By Ellen Nakashima and Brady Dennis
Washington Post Staff Writers
Monday, March 30, 2009
Last month, just before Valentine's Day, business at Holland & Knight was so slow that the law firm laid off more than 240 lawyers and staff, victims of the economic downturn that has dented Washington's reputation for being recession-proof.
But one area of the multi-service firm was thriving. Rich Gold, head of the firm's public policy and regulation practice, was hiring more than a dozen lobbyists, bringing his federal lobbying team to about 70, every one of them scrambling to stay on top of provisions and changes in the mammoth economic recovery package that was barreling through Congress. They were handling about 240 clients, including 50 new ones, all eager to win a portion of the stimulus that President Obama wanted passed.
"On the legal side of things, we've done our share of downsizing because of the economy, because of reduced demand," said Gold, the firm's chief lobbyist. "But on the policy side . . . we're picking up a couple clients a week at this point."
Put another way, Main Street's gloom has been K Street's boon.
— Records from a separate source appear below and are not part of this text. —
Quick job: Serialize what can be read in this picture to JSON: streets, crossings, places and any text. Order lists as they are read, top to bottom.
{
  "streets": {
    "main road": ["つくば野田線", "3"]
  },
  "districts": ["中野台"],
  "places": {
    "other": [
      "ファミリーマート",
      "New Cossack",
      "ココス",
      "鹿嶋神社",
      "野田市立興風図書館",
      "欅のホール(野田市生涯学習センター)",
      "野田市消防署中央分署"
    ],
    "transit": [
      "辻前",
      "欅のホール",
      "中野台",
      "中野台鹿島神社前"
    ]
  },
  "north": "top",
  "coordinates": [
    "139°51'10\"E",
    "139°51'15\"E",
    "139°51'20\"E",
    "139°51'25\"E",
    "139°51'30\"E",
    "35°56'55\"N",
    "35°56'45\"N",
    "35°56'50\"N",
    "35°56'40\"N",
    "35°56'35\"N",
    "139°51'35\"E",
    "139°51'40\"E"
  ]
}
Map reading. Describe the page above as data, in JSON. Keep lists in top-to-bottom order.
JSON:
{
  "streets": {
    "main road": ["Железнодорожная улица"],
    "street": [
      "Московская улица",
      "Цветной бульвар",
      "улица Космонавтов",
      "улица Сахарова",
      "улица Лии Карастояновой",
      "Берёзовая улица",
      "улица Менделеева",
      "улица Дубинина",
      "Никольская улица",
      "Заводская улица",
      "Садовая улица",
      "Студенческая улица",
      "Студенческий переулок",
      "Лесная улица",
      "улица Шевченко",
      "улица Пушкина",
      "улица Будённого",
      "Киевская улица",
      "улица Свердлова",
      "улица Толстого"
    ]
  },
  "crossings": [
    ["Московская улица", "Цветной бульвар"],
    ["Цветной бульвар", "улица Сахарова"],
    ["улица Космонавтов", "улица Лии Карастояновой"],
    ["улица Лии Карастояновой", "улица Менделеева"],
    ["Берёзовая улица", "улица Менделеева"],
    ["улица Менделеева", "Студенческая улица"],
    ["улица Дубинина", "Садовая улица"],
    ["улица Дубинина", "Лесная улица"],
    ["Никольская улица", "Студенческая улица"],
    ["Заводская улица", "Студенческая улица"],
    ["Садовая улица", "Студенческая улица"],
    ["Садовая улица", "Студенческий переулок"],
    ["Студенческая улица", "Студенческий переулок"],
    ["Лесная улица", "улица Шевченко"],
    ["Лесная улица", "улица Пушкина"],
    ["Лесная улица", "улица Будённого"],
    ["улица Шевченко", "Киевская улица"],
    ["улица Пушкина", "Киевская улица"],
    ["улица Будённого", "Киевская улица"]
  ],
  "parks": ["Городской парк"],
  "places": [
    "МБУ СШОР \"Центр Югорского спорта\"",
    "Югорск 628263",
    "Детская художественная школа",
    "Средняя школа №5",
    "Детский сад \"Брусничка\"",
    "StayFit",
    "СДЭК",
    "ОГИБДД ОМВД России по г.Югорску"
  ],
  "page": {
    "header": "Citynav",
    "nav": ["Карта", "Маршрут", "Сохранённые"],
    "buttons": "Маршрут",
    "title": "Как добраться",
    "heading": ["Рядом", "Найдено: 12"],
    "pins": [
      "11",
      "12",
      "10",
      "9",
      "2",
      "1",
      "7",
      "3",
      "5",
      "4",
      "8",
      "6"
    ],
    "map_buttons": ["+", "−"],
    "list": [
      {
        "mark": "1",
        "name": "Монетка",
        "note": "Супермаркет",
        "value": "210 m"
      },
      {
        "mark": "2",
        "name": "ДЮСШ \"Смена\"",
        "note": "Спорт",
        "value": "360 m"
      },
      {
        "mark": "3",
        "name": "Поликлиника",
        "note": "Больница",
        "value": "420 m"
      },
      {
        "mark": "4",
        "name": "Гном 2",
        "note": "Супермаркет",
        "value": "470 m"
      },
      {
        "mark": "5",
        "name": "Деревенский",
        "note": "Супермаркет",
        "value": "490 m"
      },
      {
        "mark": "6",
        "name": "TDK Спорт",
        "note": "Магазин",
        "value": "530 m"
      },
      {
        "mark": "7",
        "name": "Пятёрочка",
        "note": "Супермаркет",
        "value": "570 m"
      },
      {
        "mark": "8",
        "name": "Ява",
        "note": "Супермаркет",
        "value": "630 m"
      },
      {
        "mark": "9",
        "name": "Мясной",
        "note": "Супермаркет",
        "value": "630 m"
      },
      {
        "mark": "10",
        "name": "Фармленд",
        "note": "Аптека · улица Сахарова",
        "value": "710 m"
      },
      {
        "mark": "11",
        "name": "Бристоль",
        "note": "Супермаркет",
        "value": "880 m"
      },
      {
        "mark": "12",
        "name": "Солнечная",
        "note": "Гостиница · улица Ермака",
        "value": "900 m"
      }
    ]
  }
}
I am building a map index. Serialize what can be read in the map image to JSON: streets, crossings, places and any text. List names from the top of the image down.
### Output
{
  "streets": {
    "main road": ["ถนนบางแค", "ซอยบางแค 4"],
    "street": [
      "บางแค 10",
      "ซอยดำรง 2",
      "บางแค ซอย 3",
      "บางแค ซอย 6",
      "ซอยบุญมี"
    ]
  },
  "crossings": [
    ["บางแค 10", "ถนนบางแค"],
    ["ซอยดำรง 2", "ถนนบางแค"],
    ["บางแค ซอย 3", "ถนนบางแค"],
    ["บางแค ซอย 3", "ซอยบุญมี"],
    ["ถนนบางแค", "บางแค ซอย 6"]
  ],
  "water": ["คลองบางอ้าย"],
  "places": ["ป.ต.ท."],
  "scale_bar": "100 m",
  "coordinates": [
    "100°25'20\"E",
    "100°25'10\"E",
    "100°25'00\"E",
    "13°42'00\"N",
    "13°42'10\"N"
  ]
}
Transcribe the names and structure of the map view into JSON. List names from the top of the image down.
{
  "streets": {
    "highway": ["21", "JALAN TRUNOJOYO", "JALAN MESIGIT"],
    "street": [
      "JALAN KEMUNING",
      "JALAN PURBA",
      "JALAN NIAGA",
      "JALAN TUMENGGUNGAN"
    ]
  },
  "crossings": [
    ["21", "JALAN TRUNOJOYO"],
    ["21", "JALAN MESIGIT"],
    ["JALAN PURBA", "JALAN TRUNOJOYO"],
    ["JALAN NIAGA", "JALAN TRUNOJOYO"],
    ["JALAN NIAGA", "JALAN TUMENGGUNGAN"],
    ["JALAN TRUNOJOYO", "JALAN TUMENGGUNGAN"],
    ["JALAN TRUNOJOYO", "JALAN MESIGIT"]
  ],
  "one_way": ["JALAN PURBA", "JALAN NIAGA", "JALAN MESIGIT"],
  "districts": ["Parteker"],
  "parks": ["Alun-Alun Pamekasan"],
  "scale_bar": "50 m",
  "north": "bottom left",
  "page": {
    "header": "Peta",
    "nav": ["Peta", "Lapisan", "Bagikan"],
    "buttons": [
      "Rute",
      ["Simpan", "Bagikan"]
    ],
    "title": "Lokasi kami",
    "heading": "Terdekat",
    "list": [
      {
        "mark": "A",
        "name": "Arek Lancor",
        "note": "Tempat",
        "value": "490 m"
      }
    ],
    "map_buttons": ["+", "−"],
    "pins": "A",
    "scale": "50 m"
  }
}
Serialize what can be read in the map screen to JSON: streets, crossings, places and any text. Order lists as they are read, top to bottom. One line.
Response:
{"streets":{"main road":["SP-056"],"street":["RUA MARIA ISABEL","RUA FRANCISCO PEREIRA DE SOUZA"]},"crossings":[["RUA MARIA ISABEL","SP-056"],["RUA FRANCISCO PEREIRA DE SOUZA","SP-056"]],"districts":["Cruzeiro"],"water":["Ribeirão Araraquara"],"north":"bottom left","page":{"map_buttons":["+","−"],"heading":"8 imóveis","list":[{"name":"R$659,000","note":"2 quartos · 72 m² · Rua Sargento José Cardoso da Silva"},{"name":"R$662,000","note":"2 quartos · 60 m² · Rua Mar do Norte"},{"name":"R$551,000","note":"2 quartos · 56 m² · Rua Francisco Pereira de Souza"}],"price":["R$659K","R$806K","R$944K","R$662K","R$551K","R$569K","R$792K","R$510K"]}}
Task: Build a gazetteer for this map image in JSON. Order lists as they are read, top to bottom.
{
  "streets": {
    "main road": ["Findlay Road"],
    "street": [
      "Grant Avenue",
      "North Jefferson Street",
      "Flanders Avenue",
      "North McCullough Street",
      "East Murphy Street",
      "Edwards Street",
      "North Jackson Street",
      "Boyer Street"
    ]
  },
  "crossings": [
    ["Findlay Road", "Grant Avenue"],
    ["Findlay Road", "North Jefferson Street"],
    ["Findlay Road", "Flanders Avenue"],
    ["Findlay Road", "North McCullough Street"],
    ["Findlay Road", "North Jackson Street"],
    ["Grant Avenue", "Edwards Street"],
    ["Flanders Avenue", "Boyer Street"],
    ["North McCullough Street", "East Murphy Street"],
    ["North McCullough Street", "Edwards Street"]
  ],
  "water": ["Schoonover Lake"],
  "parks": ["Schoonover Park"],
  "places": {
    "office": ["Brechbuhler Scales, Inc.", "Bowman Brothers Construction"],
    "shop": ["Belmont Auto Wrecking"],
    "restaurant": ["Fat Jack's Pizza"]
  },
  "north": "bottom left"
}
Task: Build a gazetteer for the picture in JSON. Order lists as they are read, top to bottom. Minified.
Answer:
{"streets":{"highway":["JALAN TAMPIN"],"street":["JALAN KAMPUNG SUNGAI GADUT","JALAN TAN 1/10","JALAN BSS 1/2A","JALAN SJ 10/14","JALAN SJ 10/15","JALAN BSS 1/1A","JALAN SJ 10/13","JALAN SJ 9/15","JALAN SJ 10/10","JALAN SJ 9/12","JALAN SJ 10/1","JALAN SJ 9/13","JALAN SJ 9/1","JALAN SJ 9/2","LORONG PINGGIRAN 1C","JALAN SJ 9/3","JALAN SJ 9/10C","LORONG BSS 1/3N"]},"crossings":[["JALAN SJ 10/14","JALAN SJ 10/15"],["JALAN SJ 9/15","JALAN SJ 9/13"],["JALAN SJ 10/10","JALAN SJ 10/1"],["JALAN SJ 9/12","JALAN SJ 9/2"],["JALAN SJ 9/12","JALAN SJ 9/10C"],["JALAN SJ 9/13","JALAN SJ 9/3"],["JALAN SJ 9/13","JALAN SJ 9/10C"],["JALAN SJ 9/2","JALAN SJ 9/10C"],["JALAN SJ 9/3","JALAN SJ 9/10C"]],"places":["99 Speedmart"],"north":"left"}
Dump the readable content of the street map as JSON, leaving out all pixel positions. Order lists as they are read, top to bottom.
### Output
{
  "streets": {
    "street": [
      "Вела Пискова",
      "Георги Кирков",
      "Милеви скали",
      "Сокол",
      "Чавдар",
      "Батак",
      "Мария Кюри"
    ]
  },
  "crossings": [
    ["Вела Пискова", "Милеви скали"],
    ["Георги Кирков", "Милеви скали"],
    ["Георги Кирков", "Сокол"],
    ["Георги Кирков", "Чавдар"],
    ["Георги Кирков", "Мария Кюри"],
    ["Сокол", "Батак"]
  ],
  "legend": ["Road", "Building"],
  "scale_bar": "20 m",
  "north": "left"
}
The $787 billion stimulus package -- along with an ambitious new federal budget, bank bailouts and the beginning of a regulatory overhaul -- has succeeded in stimulating the economy along Washington's avenue of influence. In the months since the November election, more than 2,000 cities, companies and associations have hired lobbyists to help them push their agendas on Capitol Hill and at the White House, easily outpacing such numbers after the previous two elections, according to disclosure records.
Nearly every industry and every corner of the country has an issue, especially with so much money at stake.
"The issues in the stimulus package were enormous for our business," said Carol Grant, senior vice president at First Wind, a small wind-energy firm. The company recently hired its first lobbyist -- as well as a public relations firm -- because, as Grant put it, if ever there were a time to plug into the business of the nation's capital, "this is the year."
Local infrastructure projects?
"We decided we needed eyes and ears in Washington," said Ed Tinker, city manager of Glenpool, Okla., population 10,000. The city hired Capitol Hill Consulting Group, which employs former Oklahoma Rep. Bill Brewster (D), for $10,000 a month to help it win grants for education and infrastructure improvements. "There are dollars up there that could come to our community that we weren't aware of," Tinker said. "It's worked out real fine for us. Having that guy on the ground in Washington is going to keep us in the loop."
Interviews with lobbyists and public relations firms in the capital reveal a cautious optimism. Though as an industry firms are not expecting another record year of fees -- last year, lobbying clients paid K Street an unprecedented $3.2 billion, according to the Center for Responsive Politics -- some are planning for modest growth. Others are aiming to keep pace with last year.
"Flat is the new up," said Gold, a former senior counselor to Carol Browner, a Clinton administration Environmental Protection Agency administrator.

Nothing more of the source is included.